Employee Engagement and Company Performance

  • In 2013, Gallup reported that about 30 percent of workers were engaged in their work, meaning the workers felt passion for their work or a connection with their employer. The remaining 70 percent reported being not engaged or actively disengaged, committing minimum energy to their work. This situation rules out the possibility these employees will demonstrate the commitment or employee engagement that can push a company forward to higher revenues, greater efficiency, lower costs or impressive investor returns.

Effect of Employee Attitude Problems on Co-Workers

  • The truly bad news for companies is that the Gallup numbers suggest that the disengagement of 70 percent of the workers might be a sign that some employees hate their jobs. This is troublesome because with that attitude comes acting out, which can affect not only their own productivity, but that of their co-workers. For these folks and, as a result, their co-workers, work becomes a source of major dissatisfaction.

Sources of Employee Attitude Issues

  • A number of factors affect employee attitudes, including a lack of support for personal development and a lack of praise for good on-the-job performance. For example, employees sometimes exhibit a poor attitude because they lack the resources they need to complete assigned tasks the right way and they fail to understand management expectations. In addition, a poor attitude can result if managers make no effort to consider employee opinions and if their co-workers fail to commit to quality work. Equally important is the employee’s belief that his job is not important, that management takes no interest in the employee as a person and that the employee is unable to apply his skill set each day.

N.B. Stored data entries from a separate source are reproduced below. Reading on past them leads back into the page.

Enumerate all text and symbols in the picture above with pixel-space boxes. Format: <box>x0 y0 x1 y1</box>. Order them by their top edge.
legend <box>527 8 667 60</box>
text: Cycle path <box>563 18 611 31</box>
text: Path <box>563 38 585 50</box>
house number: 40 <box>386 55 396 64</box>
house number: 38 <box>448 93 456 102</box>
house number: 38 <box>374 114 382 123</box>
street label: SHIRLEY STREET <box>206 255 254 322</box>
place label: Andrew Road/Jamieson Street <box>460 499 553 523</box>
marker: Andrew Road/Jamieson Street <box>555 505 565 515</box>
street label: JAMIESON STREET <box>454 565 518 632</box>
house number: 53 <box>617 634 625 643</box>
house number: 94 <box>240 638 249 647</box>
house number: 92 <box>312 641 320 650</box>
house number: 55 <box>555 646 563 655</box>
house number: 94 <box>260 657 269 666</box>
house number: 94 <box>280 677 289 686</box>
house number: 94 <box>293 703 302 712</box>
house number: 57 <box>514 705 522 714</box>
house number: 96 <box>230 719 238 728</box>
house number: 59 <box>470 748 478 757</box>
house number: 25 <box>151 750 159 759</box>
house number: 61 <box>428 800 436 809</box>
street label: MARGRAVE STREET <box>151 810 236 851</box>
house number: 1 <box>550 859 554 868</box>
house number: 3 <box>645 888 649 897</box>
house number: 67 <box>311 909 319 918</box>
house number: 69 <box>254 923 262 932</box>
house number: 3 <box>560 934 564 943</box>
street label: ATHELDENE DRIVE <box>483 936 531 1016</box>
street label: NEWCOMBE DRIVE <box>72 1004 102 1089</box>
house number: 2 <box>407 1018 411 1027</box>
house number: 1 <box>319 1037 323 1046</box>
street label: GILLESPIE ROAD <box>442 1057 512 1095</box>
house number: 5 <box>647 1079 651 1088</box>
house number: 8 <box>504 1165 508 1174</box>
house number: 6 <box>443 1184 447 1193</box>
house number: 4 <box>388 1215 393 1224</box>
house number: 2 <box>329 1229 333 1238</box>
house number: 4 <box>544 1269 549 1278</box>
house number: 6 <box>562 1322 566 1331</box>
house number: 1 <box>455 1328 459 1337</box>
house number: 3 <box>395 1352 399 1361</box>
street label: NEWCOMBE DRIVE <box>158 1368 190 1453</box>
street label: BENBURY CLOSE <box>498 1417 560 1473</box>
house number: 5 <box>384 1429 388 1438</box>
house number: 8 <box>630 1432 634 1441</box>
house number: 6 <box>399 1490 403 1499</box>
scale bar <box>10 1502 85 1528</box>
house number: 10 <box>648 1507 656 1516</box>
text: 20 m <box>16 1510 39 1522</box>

Paths to Improved Employee Attitudes

  • There are some relatively easy fixes for unsatisfied workers. For example, Larry Mylar writes in the Forbes article “Why Are 70% of Employees Disengaged, and What Can You Do About It?” that recognition by peers of a job well done, opportunities for personal growth and the ability to form relationships with co-workers contribute to happy workers. Also important is an employee’s understanding of the importance of their contribution to a company’s performance and management’s acknowledgement of the criticality of their contribution. A company might also give employees an opportunity to assume challenging roles, enhancing their skills, which may lead to more valuable contributions.